14 jan.-Het is alweer zo’n zes jaar geleden dat ik uitgenodigd werd voor de opening van de expositie ‘La joie de peindre’ van de Larense kunstenaar Paul de Lussanet in het prestigieuze museum MORE in Gorssel. Het pure schilderplezier spatte er die tentoonstelling vanaf. Na afloop gaf de bohemien-schilder voor zijn gasten een diner in het traditionele familiehotel Bakker in Vorden. Het was in de sfeervol gelambriseerde ruimte niet alleen meer dan smakelijk, maar de tafelgenoot tegenover mi, was minstens zo vermakelijk. Karel Bagijn (1948) uit Laren, vriend van Paul. Ik kende hem niet. Hij woont aan de andere kant van het dorp. Over de rijksweg.
Niet alleen was ik geïnteresseerd in zijn verhalen, maar ook in het wollen jasje dat hij droeg. Het was een ontwerp, zo vertelde hij, van de Dutch fashion designers Tijgetje en Woelrat, partners destijds van onze grootse volksschrijver Gerard Reve.
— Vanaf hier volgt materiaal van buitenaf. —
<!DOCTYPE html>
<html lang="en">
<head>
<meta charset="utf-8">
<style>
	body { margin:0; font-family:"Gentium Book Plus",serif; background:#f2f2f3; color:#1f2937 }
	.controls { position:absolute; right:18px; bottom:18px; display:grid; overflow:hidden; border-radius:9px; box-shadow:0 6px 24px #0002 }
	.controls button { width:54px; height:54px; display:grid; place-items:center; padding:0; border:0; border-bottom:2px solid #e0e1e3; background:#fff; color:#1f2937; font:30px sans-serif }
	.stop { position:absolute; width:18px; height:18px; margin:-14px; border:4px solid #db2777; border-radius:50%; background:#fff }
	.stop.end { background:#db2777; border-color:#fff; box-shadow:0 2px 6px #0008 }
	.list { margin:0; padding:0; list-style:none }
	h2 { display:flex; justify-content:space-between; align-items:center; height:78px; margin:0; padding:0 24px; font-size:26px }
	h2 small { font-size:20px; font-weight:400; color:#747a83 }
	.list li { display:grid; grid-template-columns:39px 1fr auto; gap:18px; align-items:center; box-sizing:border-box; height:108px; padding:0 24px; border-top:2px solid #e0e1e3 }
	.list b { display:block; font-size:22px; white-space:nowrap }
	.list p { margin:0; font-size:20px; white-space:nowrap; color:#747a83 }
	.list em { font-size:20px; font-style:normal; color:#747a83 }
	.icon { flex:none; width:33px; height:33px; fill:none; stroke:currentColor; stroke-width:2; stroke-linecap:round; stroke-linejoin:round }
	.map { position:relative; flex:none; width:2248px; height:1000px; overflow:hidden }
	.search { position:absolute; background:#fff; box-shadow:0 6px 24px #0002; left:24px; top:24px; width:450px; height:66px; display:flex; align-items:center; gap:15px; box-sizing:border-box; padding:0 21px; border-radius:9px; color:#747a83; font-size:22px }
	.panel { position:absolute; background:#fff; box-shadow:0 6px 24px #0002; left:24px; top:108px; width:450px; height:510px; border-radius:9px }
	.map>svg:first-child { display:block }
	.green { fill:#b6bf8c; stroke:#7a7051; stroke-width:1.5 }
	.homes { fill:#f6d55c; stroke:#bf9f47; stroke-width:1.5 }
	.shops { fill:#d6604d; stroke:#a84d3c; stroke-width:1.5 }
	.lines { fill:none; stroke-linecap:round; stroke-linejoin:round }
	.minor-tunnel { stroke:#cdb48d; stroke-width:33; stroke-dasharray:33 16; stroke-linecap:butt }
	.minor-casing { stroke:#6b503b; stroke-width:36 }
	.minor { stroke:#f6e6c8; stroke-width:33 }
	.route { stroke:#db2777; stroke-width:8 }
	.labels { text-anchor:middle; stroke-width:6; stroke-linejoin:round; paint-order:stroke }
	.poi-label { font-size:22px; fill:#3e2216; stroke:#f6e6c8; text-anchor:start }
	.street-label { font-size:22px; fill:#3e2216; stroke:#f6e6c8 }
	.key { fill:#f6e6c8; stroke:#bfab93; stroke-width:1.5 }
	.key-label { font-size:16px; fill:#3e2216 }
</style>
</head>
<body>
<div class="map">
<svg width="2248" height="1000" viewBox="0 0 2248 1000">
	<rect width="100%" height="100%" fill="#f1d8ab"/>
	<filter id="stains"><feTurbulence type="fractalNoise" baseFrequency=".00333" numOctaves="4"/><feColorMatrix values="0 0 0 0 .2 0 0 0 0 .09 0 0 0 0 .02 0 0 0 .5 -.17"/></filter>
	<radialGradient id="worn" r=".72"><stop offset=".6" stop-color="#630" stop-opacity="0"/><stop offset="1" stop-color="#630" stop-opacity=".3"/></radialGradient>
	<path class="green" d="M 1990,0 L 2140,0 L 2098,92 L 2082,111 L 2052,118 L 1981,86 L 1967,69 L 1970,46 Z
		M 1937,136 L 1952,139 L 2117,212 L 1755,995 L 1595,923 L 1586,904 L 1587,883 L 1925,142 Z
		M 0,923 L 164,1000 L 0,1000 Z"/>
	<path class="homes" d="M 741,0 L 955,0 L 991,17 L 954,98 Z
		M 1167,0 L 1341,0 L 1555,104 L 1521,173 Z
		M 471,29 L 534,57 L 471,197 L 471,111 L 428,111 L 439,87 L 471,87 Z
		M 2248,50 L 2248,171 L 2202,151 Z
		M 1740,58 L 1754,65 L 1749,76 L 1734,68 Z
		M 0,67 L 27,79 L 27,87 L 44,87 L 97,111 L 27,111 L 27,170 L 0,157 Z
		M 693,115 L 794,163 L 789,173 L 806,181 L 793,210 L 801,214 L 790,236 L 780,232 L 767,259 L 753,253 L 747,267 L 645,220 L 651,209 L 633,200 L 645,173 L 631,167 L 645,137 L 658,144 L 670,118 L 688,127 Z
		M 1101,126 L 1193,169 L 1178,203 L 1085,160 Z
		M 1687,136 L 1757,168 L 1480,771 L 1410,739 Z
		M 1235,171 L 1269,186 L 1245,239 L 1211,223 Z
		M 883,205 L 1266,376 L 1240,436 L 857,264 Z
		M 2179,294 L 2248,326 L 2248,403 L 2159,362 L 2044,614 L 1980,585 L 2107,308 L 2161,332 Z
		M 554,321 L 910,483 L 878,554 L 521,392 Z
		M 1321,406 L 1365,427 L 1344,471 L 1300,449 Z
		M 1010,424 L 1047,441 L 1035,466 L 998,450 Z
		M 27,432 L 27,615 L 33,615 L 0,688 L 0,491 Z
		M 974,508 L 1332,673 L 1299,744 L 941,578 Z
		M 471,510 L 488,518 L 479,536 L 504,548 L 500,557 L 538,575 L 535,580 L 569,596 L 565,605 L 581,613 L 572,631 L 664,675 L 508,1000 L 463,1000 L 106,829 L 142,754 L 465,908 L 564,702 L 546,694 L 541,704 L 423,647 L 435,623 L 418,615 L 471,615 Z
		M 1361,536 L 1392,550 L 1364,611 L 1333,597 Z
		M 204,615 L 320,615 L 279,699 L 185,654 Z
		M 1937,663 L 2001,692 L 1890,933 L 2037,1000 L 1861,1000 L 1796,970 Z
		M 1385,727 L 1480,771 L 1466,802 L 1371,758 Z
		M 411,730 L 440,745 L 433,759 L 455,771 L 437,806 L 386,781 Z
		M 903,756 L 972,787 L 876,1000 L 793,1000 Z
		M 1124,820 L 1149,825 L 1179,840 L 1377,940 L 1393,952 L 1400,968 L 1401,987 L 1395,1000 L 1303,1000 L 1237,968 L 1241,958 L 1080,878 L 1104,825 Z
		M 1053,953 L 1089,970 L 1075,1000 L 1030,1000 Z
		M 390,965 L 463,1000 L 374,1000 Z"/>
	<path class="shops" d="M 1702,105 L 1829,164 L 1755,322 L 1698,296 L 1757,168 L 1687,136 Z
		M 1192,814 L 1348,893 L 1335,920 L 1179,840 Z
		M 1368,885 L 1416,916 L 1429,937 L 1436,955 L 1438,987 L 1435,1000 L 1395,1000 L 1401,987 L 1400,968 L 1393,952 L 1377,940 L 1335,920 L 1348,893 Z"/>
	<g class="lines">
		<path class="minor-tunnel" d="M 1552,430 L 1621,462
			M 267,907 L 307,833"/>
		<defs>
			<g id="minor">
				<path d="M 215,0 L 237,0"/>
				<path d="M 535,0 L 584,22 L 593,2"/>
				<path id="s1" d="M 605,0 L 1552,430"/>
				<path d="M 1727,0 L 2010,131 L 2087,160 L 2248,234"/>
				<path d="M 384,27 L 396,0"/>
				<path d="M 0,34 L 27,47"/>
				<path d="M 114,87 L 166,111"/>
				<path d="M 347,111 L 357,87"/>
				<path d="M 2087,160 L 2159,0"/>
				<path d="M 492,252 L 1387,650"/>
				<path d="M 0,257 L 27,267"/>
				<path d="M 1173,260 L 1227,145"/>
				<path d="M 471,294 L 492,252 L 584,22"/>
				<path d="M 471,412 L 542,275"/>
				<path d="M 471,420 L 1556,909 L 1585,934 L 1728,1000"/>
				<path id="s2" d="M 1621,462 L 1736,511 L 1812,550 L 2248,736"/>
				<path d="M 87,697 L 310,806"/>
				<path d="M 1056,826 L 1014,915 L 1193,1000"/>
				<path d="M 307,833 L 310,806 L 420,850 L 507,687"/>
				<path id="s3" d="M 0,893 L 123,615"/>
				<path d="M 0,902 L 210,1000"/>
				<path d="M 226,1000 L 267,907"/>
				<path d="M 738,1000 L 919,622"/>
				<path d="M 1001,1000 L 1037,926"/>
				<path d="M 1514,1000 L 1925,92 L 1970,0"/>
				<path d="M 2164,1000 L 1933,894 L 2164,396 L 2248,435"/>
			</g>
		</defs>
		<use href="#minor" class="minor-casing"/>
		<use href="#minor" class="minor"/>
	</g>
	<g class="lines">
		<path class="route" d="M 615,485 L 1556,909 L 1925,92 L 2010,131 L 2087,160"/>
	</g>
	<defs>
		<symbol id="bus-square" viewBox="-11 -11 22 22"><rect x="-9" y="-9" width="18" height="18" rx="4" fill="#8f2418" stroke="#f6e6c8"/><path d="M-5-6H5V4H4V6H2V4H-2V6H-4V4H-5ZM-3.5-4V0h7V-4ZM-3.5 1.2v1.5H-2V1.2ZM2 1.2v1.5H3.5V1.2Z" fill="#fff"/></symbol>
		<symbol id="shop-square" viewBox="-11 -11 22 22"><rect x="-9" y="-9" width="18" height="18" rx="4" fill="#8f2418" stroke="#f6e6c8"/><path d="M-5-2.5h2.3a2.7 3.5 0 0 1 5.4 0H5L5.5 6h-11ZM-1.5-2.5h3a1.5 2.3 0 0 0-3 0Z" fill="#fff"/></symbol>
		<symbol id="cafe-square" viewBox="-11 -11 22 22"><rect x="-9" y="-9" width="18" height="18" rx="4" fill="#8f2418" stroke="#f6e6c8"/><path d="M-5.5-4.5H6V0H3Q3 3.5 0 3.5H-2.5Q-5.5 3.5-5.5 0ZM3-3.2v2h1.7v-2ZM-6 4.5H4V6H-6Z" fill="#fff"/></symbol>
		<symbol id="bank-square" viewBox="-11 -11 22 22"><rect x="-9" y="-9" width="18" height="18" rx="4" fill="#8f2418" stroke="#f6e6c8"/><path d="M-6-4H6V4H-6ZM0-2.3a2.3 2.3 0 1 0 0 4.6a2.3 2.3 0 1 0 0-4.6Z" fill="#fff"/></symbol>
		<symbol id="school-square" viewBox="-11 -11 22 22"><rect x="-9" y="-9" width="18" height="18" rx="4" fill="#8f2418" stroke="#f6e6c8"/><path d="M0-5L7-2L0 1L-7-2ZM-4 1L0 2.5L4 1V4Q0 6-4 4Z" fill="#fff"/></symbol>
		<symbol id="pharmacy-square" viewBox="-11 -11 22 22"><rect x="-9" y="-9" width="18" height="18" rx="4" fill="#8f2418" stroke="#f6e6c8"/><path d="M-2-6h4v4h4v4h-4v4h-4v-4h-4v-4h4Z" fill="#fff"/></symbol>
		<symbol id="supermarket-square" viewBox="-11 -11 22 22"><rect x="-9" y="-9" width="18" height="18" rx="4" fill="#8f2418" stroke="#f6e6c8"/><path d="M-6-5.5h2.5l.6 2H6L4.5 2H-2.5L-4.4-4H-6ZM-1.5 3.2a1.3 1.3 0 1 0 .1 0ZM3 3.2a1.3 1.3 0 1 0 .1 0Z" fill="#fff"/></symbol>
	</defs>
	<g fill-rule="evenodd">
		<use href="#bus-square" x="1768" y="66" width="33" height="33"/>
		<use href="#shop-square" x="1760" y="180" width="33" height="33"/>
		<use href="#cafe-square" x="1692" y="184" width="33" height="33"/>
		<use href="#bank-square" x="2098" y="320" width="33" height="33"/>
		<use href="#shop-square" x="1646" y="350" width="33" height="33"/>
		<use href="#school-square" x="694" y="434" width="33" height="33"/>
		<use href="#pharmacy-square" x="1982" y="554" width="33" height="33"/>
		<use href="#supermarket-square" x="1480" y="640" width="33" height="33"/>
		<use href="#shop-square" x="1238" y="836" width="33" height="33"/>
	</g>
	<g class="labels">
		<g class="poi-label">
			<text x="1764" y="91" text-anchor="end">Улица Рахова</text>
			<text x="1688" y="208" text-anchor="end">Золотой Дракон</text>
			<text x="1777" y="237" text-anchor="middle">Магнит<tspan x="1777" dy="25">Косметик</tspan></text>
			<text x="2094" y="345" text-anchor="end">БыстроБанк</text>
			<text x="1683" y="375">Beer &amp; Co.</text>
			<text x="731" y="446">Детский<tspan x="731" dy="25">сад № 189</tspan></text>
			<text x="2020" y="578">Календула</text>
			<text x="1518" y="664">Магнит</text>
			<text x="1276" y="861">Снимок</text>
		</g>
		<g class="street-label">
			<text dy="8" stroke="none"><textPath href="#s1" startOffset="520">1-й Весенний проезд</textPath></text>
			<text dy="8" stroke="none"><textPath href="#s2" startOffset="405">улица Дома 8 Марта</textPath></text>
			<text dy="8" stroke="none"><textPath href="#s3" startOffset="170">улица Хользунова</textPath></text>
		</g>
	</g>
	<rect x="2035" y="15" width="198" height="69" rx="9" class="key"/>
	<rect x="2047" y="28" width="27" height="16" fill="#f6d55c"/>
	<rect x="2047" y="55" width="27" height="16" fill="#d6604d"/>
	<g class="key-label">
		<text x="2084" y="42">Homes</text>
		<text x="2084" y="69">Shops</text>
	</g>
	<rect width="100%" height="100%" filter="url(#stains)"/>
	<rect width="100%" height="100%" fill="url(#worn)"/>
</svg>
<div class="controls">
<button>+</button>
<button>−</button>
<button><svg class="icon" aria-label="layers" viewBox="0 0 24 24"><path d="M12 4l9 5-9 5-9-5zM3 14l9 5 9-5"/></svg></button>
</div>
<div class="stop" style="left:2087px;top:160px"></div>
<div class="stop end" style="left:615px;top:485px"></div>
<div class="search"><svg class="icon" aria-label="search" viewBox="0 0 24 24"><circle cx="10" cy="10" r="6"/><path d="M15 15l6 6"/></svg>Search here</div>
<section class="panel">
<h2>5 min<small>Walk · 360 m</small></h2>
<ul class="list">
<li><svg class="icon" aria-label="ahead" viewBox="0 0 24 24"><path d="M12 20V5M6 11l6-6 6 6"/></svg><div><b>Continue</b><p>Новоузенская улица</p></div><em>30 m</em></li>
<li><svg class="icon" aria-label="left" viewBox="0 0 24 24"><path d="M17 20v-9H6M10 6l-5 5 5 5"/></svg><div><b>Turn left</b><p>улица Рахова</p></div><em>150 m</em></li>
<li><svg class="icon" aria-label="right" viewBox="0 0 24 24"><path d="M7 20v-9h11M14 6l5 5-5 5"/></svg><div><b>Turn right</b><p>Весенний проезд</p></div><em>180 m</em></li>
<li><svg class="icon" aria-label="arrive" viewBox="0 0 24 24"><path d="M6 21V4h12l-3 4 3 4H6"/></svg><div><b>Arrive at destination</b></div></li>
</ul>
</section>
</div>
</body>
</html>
De avond liep zeer verrassend, want wat bleek, beiden hadden we een carrière in de media opgebouwd. Hij in de krantenjournalistiek. Ik bij radio- en televisie. Hij had nogal wat krantenredacties op zijn palmares. Anekdotes te over.
Na zijn diensttijd op Soesterberg de Gooi- en Eemlander (1970-1973), Het Parool (1974-1980), Algemeen Dagblad (1980 -2003) en BBC Caribean Service (1980-2003). Met als specialiteit misdaad, de oorlog in Bosnië, het Verre Oosten, de Verenigde Staten en Suriname.
Karel Bagijn woonde er toen nog niet, maar stond op het punt met zijn vrouw Ruulke en zoon Jan Reijer voor de helft van het jaar naar New York te verhuizen.
Het diner in Vorden kreeg een paar weken later een heerlijk vervolg in een lunch bij hen thuis samen met mijn vrouw Annemarie en Paul de Lussanet en zijn vrouw Maria.
Sindsdien volg ik Karel op facebook in New York en geniet ik van wat hij, – generatie journalistencafé Scheltema- allemaal zo in zijn carrière heeft meegemaakt. Hoe langer de verhalen en foto’s zijn geleden, hoe mooier ze worden.
Vorige week stond hij in een flits opeens op ons pad voor de boerderij met een kadootje en een strik erom. Ik kwam net aanrijden. ‘Oh gelukkig, je bent thuis.’ En hij verdween weer.
Binnen maakte ik het open. Uit de met grafische wolkenkrabbers versierde hoes haalde ik ‘A Dutchman, een Nederlander in New York City’. Een prachtig door Yolanda Huntelaar vormgegeven zwart-wit fotoboek: 129 pagina’s, een harde kaft met op de cover en achterkant- in zilver geprint- een Leica 35 mm fototoestel. In het boek, exclusief gedrukt in 250 exemplaren, een weerslag van zijn dagelijkse ‘uitstapjes’ in the Big Apple.
Soms neemt hij de subway – ‘De train zeggen ze hier’-, vaker een bus van de Manhattan Transport Authority MTA, die voor zijn deur op 800 Fifth Avenue stopt. Nog veel vaker wandelt hij met zijn Leica door de stad.
Hoewel geen professioneel fotograaf nam hij dat apparaat als schrijvend journalist ook altijd al mee voor zijn reportages in de krant. Af en toe had hij succes. Zoals die keer in Suriname waar hij in 1986 de slachtoffers van een heel uitgemoord bosnegerdorp fotografeerde. En soms onder een schuilnaam Chuck Curtis. ‘De hoofdredacteur was er blij mee’, schrijft hij in de inleiding. ‘Hij dacht eerst dat het weer zo’n dure Amerikaanse fotograaf was, maar gelukkig was het tot zijn opluchting mijn bijnaam. Dat kostte hem niks’.
De ruim 160 foto’s zijn niet alleen een ‘tribute’ aan New York City , maar evenzeer aan zijn Leica. Zij vertellen op een documentaire manier over de stad, de cultuur, het theater, over kunst en rijkdom, wolkenkrabbers, de armoede en het verval.
New York: no place else is good enough.
Leo Janssen
Bol an mensen, een bijzonder cadeau van deze Laarder in New York City: schitterend!